Single by Makaveli featuring Outlawz

from the album The Don Killuminati: The 7 Day Theory
- B-side: "Life of an Outlaw"
- Released: February 11, 1997
- Recorded: July 8, 1996
- Studio: Can-Am Studios (Los Angeles, California)
- Genre: Horrorcore
- Length: 5:09
- Label: Death Row; Interscope;
- Songwriters: Tupac Shakur; Rufus Cooper; Katari Cox;
- Producer: Hurt-M-Badd

Makaveli singles chronology
| "To Live & Die in L.A." (1996) | "Hail Mary" (1997) | "Smile" (1997) |

Music video
- "Hail Mary" on YouTube

= Hail Mary (2Pac song) =

1997 single by Makaveli featuring Outlawz

"Hail Mary" is a song by American rapper Tupac Shakur from his fifth studio album, The Don Killuminati: The 7 Day Theory (1996). It was released after his September 1996 murder under the Makaveli stage name as the album's third single. "Hail Mary" features rap verses by Kastro, Young Noble and Yaki Kadafi of the Outlawz rap group and vocals from reggae musician Prince Ital Joe. A music video was shot for the song and can be found on the DualDisc of The Don Killuminati: The 7 Day Theory.

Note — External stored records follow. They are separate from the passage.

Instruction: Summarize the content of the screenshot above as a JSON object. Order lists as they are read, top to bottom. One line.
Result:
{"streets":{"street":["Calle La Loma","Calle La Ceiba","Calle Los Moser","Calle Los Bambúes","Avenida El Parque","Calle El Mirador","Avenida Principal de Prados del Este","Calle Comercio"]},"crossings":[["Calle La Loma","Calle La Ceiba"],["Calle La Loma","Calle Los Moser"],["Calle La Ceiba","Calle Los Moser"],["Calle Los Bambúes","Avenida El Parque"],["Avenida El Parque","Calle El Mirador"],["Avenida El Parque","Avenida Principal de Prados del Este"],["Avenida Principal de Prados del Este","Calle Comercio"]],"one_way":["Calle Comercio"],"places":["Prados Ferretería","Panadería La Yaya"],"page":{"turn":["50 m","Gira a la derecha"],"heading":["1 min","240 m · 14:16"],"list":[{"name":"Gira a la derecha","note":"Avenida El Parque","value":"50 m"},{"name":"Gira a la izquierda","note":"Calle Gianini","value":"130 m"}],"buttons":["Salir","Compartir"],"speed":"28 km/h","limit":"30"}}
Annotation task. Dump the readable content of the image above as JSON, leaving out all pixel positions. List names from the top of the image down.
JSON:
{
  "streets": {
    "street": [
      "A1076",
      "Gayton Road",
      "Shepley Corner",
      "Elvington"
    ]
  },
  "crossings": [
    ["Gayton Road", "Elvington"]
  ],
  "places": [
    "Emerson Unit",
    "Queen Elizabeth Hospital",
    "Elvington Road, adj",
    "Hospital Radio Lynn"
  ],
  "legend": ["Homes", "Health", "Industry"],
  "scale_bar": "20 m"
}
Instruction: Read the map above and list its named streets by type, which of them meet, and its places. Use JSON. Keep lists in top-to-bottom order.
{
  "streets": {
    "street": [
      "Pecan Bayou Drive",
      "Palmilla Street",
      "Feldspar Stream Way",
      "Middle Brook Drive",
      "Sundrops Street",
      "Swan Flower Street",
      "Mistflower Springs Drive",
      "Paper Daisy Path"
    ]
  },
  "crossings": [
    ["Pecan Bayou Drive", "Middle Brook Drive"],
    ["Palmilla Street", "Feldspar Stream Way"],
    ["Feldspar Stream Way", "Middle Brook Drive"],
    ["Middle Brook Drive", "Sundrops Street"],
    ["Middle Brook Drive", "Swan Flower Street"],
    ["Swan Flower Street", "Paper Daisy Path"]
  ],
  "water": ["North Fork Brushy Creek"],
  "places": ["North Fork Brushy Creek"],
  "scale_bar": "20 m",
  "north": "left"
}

The song captures Tupac zoning out the violence and negativity surrounding him praying to God, and making biblical references. "Hail Mary" appeared on Shakur's Greatest Hits in 1998. A remix of the song was also featured on the album Nu-Mixx Klazzics in 2003. The song debuted on the Billboard charts on January 4, 1997 and peaked at number twelve on the R&B/Hip-Hop Airplay chart on March 8, 1997.

==Production==
"Hail Mary" took under one hour to complete. It took about 15 minutes to write and about five minutes to lay. Hurt-M-Badd made the beat in 20 to 30 minutes. "Outlawz on a paper chase, can you relate?..." was originally going to be the hook, but then Shakur suggested putting it in the end.

==Music video==
The music video was released on March 16, 1997. It shows a fictionalized version of a unseen Tupac coming back as a ghost and getting revenge on the gang members who killed him.

==Charts==
===Weekly charts===

| Chart (1997–1998) | Peak position |
|---|---|
| Scottish Singles Sales (Official Charts) | 81 |
| UK Hip Hop/R&B (Official Charts) | 13 |
| UK Singles (Official Charts) | 43 |
| US R&B/Hip-Hop Airplay (Billboard) | 12 |

==Certifications==

| Region | Certification | Certified units/sales |
| New Zealand (RMNZ) | Platinum | 30,000^{‡} |
| United Kingdom (BPI) | Gold | 400,000^{‡} |
^{‡} Sales+streaming figures based on certification alone.

==Live performances==
This song was played as a tribute to Shakur during the Up in Smoke Tour in 2000. Rappers Dr. Dre and Snoop Dogg rapped this song as one of three songs they performed as a tribute to 2Pac with the crowd singing the chorus.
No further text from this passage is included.